Die Anzahl der bekannten Anhänger extremistisch-salafistischer Gruppierungen ist dem Lagebild zufolge in NRW in den vergangenen Jahren stark angestiegen. Waren es im Jahr 2013 rund 1.500, so beziffert der Bericht die Zahl mit Stand von Oktober 2019 auf 3.100 Menschen. Das Innenministerium stufte von diesen Menschen 229 als Gefährder ein. Auch wenn in NRW ein langsamerer Anstieg als im Bundesvergleich zu verzeichnen sei, müsse ein besonderes Augenmerk auf das große Potenzial jugendlicher gewaltorientierter Salafisten gelegt werden, hieß es. Die Aktivitäten von Frauen erstreckten sich vor allem auf soziale Medien und private Räume. Von den dem Verfassungsschutz bekannten Szeneangehörigen seien 560 beziehungsweise 18 Prozent weiblich.

Deutsche Rückkehrer aus den Kampfgebieten, unter ihnen auch radikalisierte und traumatisierte Kinder und Jugendliche sowie Frauen, und ein kleiner Teil der Flüchtlinge aus Syrien und dem Irak stellten ein weiteres Gefahrenpotenzial dar, hieß es in dem Bericht. Ein erstes "Lagebild Salafismus" war für NRW im Jahr 2018 erstellt worden.

Neue, bislang unbekanntere Akteure rückten nach

Von den 46 sogenannten "Hasspredigern", die mit Stand von Oktober 2019 beobachtet würden, sei nur ein kleiner Teil in der jüngsten Vergangenheit öffentlich in Erscheinung getreten. Aufgrund zahlreicher behördlicher Maßnahmen verschwänden die einstmals bekannten Akteure wie Pierre Vogel, Bernhard Falk oder Abu Dujana in den Hintergrund. Neue, bislang unbekanntere Akteure rückten nach. Das Lagebild verzeichnet für NRW einen Umbruch beziehungsweise eine Fragmentierung der extremistisch-salafistischen Szene.

Zahlreiche Hauptakteure befänden sich in Haft, zudem wirkten sich auch Strafverfahren, Vereinsverbote, das Ende der Missionierungskampagne "Lies!" oder Beobachtungen einzelner Moscheevereine auf die Szenestrukturen aus. Straßenmissionierungen fänden kaum noch statt. Auch die Bedeutung klassischer Anlaufpunkte wie Moscheevereine nehme ab, hieß es. Von den bis zu 1.000 Moscheevereinen in NRW werden dem Bericht zufolge insgesamt 118 Moscheen vom Verfassungsschutz beobachtet. 69 von ihnen werden als salafistisch beeinflusst eingeschätzt. Akteure zögen sich vermehrt in private Räumlichkeiten zurück.

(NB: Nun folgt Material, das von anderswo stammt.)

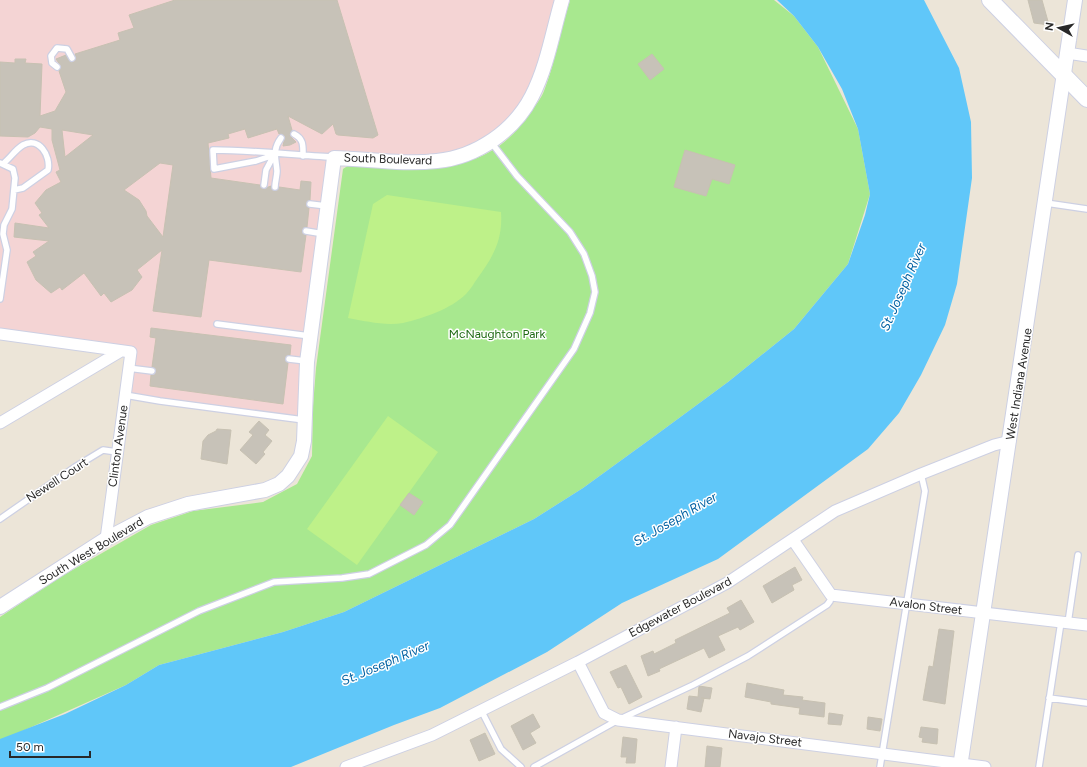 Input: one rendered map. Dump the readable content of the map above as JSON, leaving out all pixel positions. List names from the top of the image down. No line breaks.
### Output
{"streets":{"street":["South Boulevard","West Indiana Avenue","Clinton Avenue","South West Boulevard","Avalon Street","Edgewater Boulevard","Navajo Street"],"lane":["Newell Court"]},"crossings":[["South Boulevard","South West Boulevard"],["West Indiana Avenue","Avalon Street"],["West Indiana Avenue","Edgewater Boulevard"],["West Indiana Avenue","Navajo Street"],["Clinton Avenue","Newell Court"],["Clinton Avenue","South West Boulevard"],["Edgewater Boulevard","Navajo Street"]],"water":["St. Joseph River"],"parks":["McNaughton Park"],"scale_bar":"50 m","north":"left"} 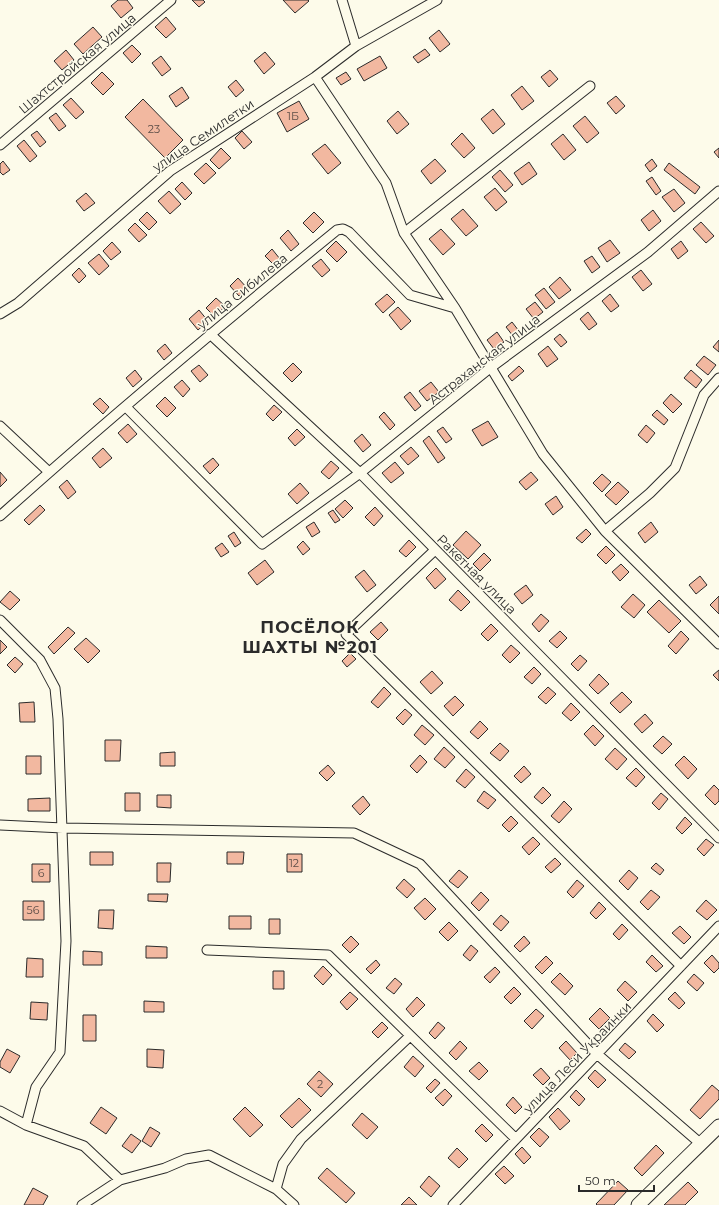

Selbst ernannte Hilfsorganisationen und Netzwerke

Gegenwärtig wachse die Bedeutung selbst ernannter Hilfsorganisationen und Netzwerke im Bereich der Gefangenenhilfe. Diese dienten dazu, ein großes Anhängerpotenzial zu binden und Gelder für die Szene zu sammeln, heißt es in dem Lagebild. Nach Erkenntnissen der Sicherheitsbehörden sei mittlerweile von zweistelligen Millionenbeträgen in NRW auszugehen. Das Innenministerium spricht hier von einem bedeutenden und stark wachsendem Aktionsfeld und nennt für den Bereich der Hilfsorganisationen unter anderem Ansaar International und "World Wide resistance-Help" (WWR-Help) mit einer intensiven Zusammenarbeit mit Akteuren der extremistisch-salafistischen Szene.

Netzwerke der sogenannten Gefangenenhilfe dienten vor allem dazu, Reue bei inhaftierten Rückkehrern wie "IS"-Kämpfern zu verhindern, den Erfolg von Resozialisierungsprogrammen zu verhindern und die Menschen weiter an die Szene zu binden, hieß es.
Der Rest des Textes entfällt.